Out of the records below, copy all lines in which the word "lists" occurs.

--- START ---

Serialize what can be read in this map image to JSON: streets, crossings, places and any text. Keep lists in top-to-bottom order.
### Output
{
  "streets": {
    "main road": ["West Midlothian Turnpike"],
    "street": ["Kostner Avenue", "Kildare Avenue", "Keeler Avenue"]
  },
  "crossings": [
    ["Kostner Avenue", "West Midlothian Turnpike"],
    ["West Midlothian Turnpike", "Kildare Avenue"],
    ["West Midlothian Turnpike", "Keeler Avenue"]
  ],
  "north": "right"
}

--- END ---
--- START ---

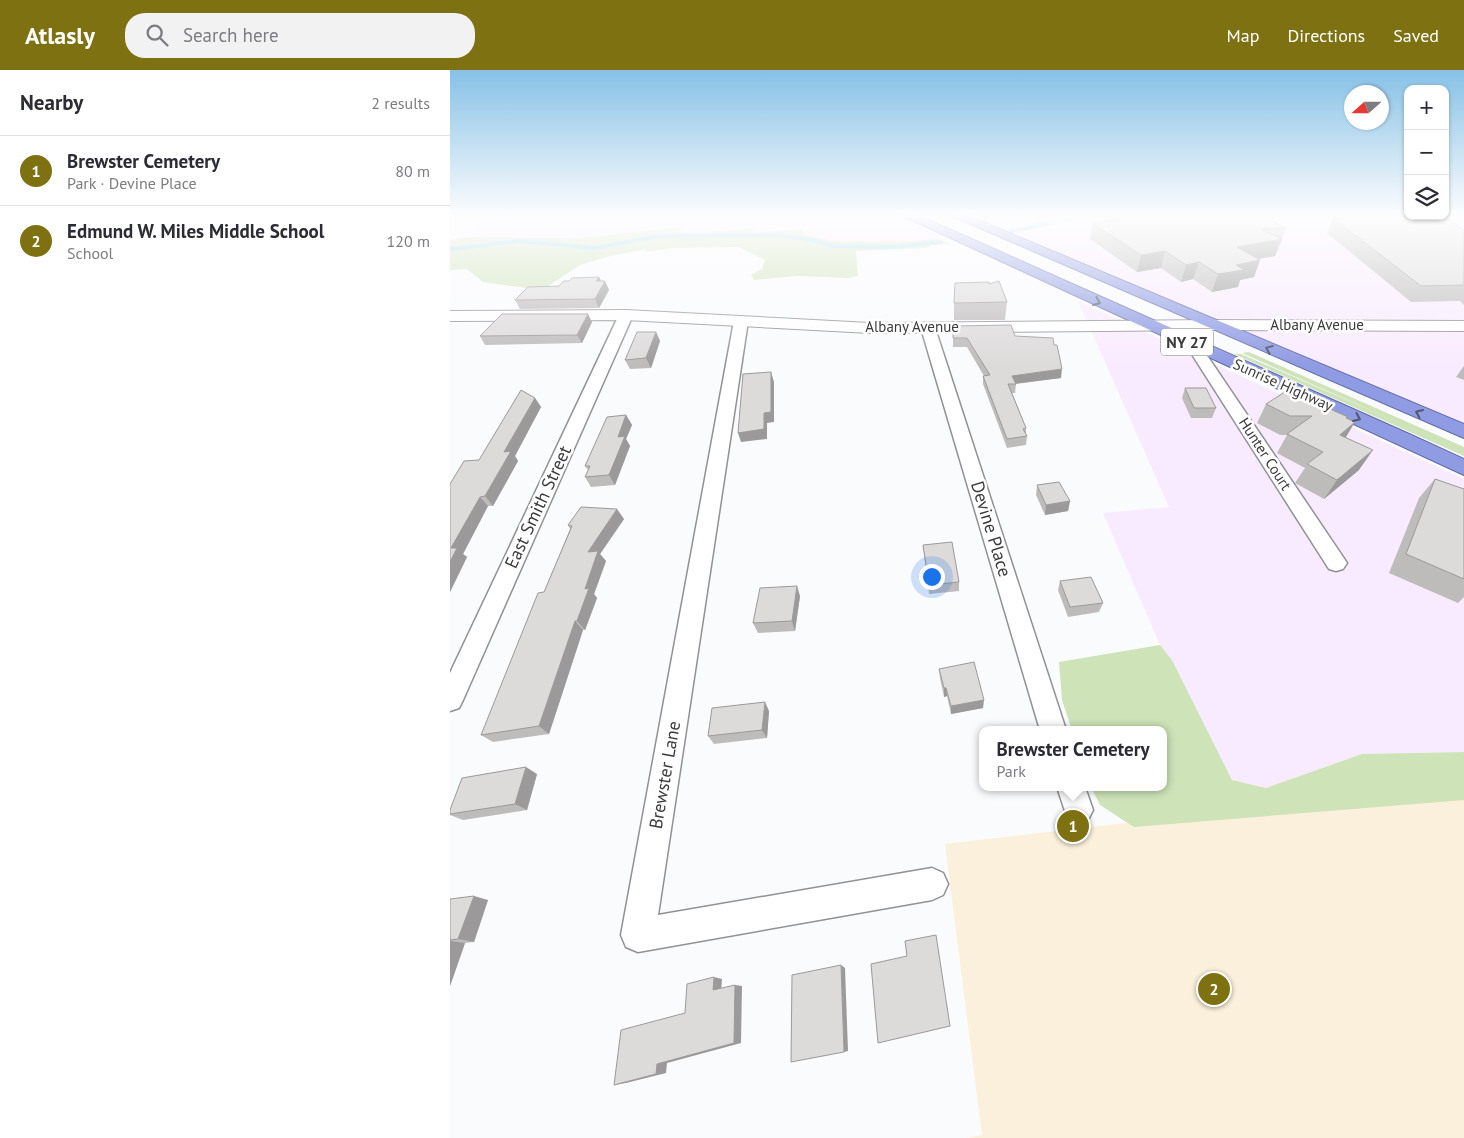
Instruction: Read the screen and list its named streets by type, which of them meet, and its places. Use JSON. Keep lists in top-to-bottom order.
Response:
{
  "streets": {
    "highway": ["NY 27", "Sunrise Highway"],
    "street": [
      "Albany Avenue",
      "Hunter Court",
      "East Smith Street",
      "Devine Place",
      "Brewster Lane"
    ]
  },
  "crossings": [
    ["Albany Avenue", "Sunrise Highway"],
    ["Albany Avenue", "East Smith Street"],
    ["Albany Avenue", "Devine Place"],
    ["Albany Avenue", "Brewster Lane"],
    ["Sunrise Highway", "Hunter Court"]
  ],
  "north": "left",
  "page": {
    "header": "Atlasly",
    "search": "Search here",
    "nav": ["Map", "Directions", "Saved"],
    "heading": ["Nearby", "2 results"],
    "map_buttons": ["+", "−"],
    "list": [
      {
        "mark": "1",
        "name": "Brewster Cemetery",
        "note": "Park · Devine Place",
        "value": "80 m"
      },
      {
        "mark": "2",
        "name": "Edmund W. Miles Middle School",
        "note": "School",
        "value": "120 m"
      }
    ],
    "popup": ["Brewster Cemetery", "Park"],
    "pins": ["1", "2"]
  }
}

--- END ---

■ OUTPUT FOR THIS TASK:
Serialize what can be read in this map image to JSON: streets, crossings, places and any text. Keep lists in top-to-bottom order.
Instruction: Read the screen and list its named streets by type, which of them meet, and its places. Use JSON. Keep lists in top-to-bottom order.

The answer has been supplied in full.